◆ Your instructions:
Transcribe the entries below with complete accuracy, excluding the pictures.

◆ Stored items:
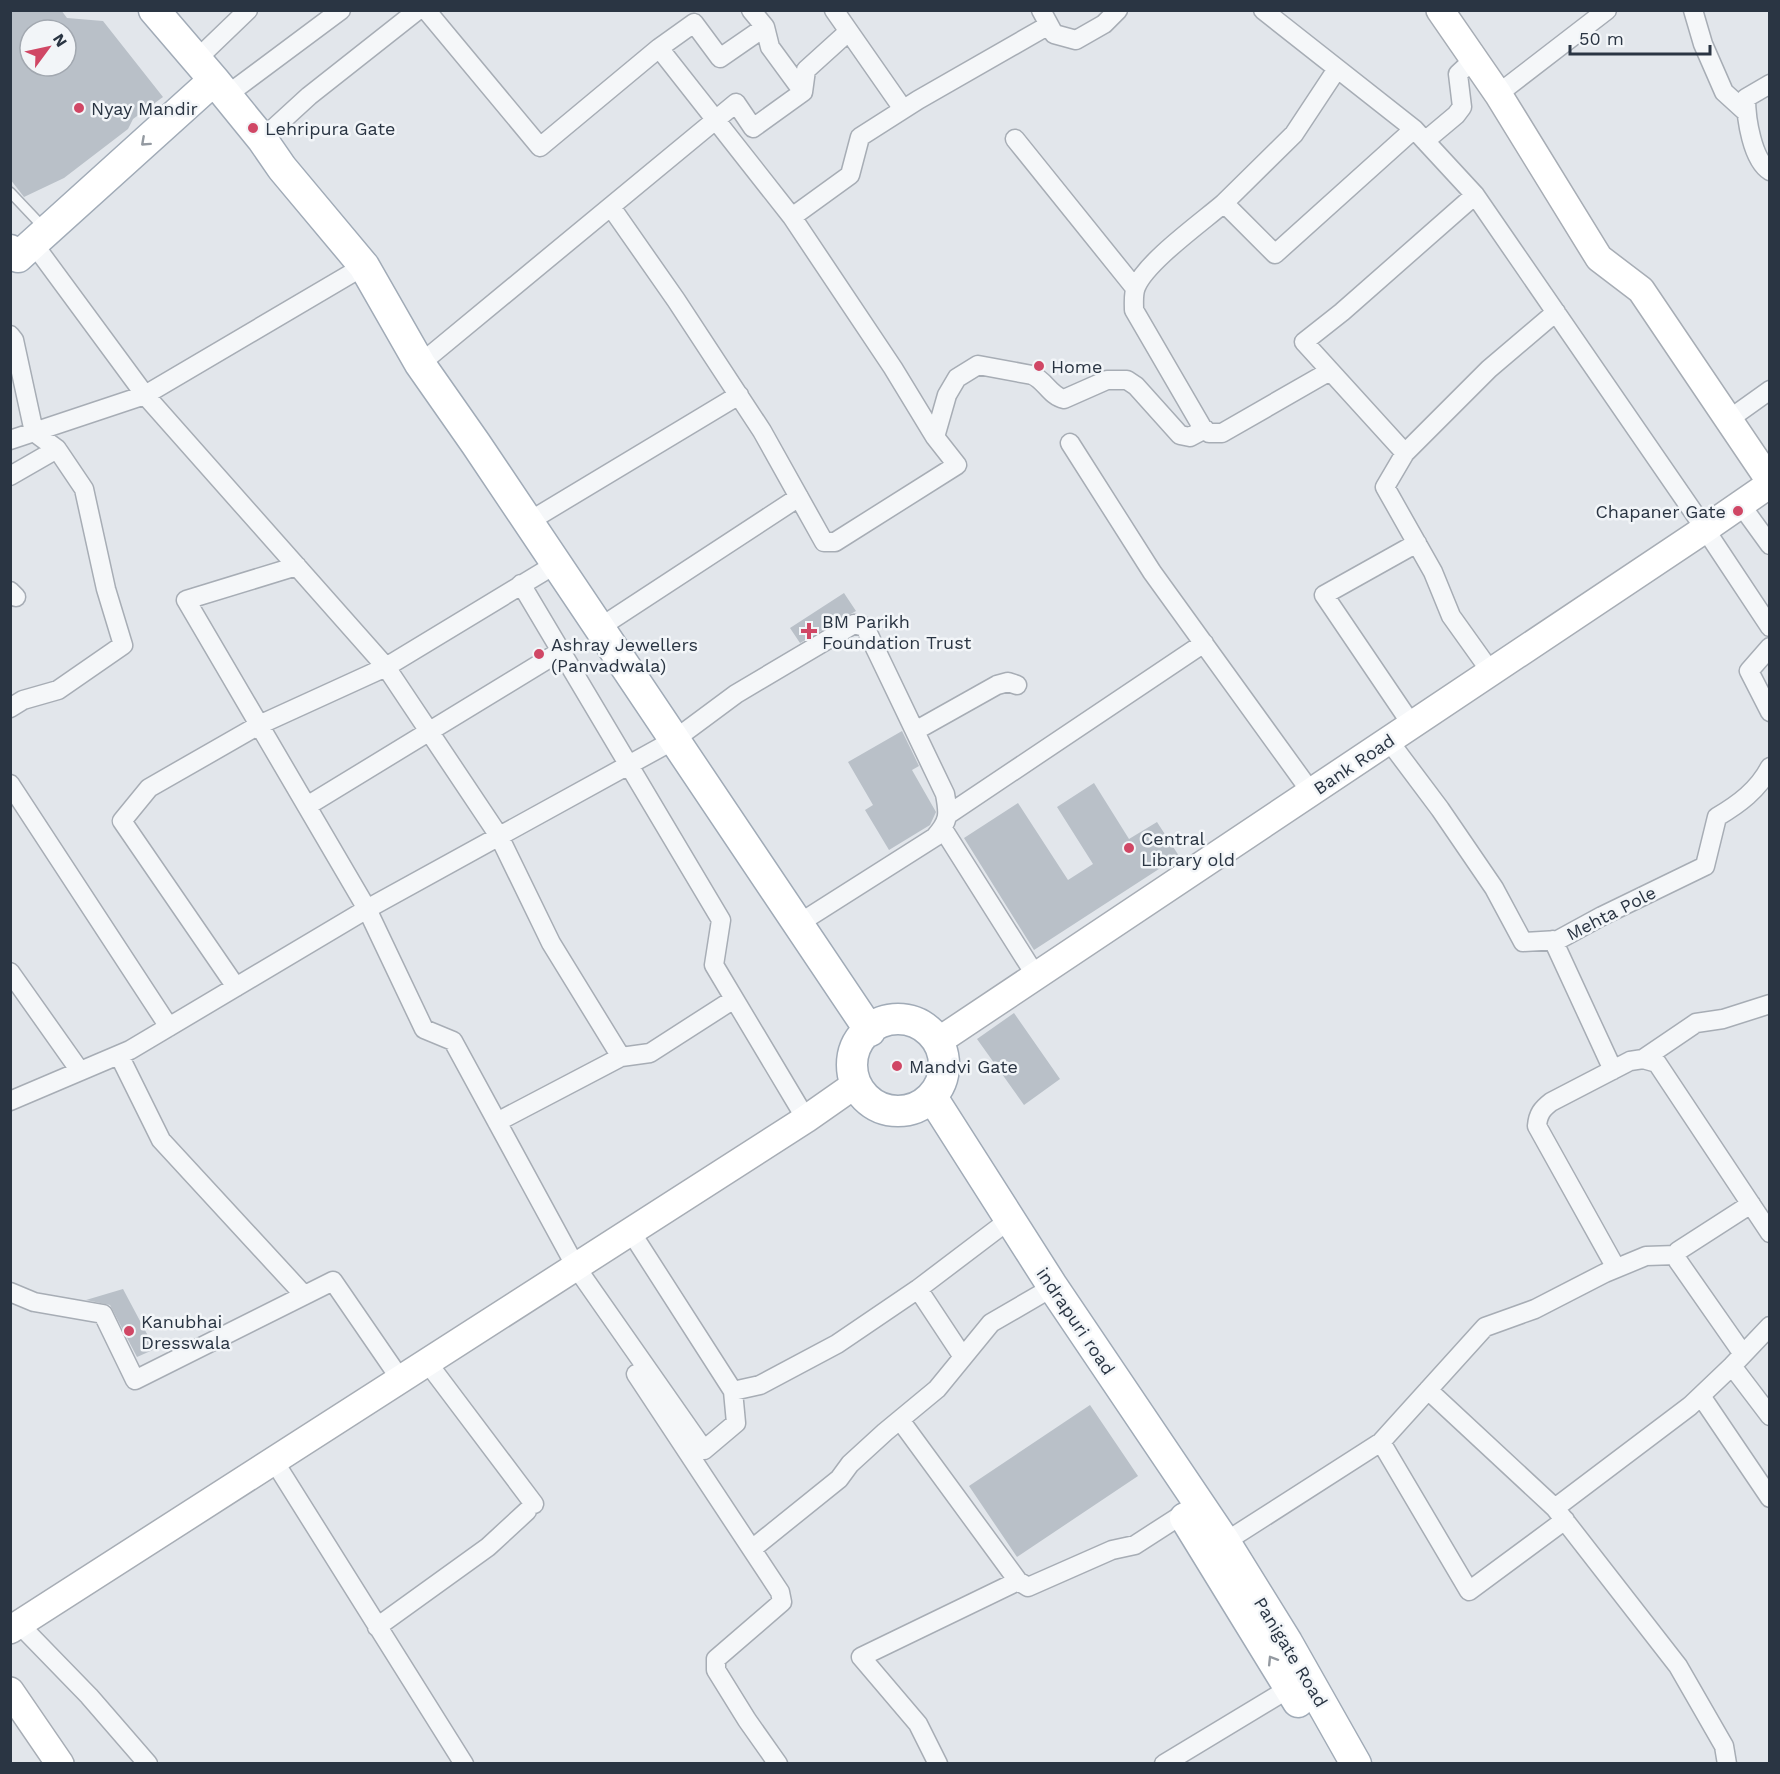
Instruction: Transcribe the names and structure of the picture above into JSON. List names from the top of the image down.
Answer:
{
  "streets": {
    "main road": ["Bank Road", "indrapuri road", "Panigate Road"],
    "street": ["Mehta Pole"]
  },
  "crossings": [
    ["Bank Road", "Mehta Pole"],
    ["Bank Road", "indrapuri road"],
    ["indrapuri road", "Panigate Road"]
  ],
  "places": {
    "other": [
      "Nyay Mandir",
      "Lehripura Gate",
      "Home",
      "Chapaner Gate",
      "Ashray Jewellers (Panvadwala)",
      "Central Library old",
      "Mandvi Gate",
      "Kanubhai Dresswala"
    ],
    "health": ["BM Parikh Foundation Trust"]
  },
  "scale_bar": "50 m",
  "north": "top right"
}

◆ Answer to the problem:
Instruction: Transcribe the names and structure of the picture above into JSON. List names from the top of the image down.
Answer:
{
  "streets": {
    "main road": ["Bank Road", "indrapuri road", "Panigate Road"],
    "street": ["Mehta Pole"]
  },
  "crossings": [
    ["Bank Road", "Mehta Pole"],
    ["Bank Road", "indrapuri road"],
    ["indrapuri road", "Panigate Road"]
  ],
  "places": {
    "other": [
      "Nyay Mandir",
      "Lehripura Gate",
      "Home",
      "Chapaner Gate",
      "Ashray Jewellers (Panvadwala)",
      "Central Library old",
      "Mandvi Gate",
      "Kanubhai Dresswala"
    ],
    "health": ["BM Parikh Foundation Trust"]
  },
  "scale_bar": "50 m",
  "north": "top right"
}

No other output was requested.